(Dataset entries)
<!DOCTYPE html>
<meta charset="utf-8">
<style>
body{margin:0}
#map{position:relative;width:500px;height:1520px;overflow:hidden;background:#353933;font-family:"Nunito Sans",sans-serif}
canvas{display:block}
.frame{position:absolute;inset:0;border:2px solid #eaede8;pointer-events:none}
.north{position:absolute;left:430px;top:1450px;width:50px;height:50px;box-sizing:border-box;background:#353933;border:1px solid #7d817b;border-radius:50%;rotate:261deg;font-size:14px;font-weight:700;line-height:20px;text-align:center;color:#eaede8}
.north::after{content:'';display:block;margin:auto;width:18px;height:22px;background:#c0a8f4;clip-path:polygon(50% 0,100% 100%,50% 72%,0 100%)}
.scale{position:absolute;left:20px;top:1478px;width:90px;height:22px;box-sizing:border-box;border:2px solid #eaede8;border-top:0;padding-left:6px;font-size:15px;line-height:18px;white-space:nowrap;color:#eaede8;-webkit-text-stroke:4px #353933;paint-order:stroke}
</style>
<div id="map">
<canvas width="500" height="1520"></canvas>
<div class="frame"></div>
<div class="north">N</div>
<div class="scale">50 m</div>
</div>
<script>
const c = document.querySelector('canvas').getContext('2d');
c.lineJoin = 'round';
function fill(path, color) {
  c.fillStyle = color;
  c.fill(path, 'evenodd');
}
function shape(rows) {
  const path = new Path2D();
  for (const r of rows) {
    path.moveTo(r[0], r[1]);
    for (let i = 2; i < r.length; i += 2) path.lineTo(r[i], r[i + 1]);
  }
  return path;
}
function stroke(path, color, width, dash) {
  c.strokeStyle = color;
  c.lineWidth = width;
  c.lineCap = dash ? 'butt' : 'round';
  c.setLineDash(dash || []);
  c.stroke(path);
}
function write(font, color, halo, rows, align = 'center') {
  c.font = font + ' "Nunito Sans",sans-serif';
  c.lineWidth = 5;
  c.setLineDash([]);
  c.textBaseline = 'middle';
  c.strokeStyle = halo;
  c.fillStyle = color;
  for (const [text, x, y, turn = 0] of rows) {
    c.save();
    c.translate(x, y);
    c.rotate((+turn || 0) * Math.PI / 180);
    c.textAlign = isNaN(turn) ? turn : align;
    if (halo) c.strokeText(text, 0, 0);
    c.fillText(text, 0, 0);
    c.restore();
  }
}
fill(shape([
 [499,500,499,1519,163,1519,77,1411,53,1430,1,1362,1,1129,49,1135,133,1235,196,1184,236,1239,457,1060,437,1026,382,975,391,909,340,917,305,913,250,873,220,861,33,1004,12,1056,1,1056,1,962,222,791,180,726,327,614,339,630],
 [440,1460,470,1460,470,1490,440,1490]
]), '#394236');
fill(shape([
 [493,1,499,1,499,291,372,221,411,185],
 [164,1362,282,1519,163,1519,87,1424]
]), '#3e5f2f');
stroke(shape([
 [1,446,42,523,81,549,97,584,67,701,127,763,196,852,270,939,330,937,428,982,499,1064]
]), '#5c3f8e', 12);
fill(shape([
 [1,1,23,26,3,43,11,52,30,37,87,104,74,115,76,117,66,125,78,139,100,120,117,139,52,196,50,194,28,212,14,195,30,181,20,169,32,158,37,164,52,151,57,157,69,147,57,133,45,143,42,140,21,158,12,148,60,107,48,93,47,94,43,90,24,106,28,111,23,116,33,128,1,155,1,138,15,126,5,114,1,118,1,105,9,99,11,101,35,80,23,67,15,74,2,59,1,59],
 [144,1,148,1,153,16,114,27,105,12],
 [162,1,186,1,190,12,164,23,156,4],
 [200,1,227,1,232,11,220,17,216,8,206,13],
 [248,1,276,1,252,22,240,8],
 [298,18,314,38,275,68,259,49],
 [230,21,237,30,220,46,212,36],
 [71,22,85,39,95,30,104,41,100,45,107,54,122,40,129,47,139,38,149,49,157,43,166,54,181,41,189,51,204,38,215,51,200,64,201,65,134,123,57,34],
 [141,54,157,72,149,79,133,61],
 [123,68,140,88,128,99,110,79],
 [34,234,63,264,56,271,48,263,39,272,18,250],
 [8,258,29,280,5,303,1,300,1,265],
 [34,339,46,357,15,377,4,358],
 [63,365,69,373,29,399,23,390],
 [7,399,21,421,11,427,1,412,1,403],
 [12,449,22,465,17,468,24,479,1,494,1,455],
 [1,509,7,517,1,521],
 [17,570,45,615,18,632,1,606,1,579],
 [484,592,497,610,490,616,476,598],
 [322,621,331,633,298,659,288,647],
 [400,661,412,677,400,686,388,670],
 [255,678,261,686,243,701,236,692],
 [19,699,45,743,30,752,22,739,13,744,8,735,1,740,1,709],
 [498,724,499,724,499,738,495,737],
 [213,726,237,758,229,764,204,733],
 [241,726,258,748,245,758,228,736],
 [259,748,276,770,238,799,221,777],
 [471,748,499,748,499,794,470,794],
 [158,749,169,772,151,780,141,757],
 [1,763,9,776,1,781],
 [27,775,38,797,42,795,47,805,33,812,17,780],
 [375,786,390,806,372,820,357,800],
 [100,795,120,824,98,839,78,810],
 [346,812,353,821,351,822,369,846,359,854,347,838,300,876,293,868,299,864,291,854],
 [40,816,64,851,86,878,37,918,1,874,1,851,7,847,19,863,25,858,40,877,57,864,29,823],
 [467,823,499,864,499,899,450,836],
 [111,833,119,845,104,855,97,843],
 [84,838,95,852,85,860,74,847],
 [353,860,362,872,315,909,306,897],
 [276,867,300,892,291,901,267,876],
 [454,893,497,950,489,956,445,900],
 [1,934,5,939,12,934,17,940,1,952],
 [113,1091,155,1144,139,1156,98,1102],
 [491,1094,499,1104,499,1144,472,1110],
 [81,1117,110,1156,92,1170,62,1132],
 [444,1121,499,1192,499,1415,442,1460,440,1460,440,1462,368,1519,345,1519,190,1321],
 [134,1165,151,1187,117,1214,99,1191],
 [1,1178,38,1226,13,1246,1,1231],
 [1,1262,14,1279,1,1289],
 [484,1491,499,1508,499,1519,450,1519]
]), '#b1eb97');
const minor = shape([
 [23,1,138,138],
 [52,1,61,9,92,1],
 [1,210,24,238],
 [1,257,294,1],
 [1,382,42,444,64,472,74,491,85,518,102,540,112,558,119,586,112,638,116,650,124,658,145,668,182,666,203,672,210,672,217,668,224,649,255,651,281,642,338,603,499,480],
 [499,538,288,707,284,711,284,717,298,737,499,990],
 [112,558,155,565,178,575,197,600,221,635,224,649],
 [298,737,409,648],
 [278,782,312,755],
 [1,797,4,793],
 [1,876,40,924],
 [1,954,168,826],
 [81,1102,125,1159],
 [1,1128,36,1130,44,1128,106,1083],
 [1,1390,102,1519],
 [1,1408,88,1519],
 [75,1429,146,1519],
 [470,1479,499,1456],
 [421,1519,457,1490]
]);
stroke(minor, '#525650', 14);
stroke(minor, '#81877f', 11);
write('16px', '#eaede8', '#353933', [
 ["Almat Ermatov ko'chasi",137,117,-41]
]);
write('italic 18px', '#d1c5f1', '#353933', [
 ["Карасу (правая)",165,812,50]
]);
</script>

• [INSTRUCTIONS TO FOLLOW] Tally the lines above that contain the string "rows". Respond with the total alone.

• [RESULT OF THIS TASK] 4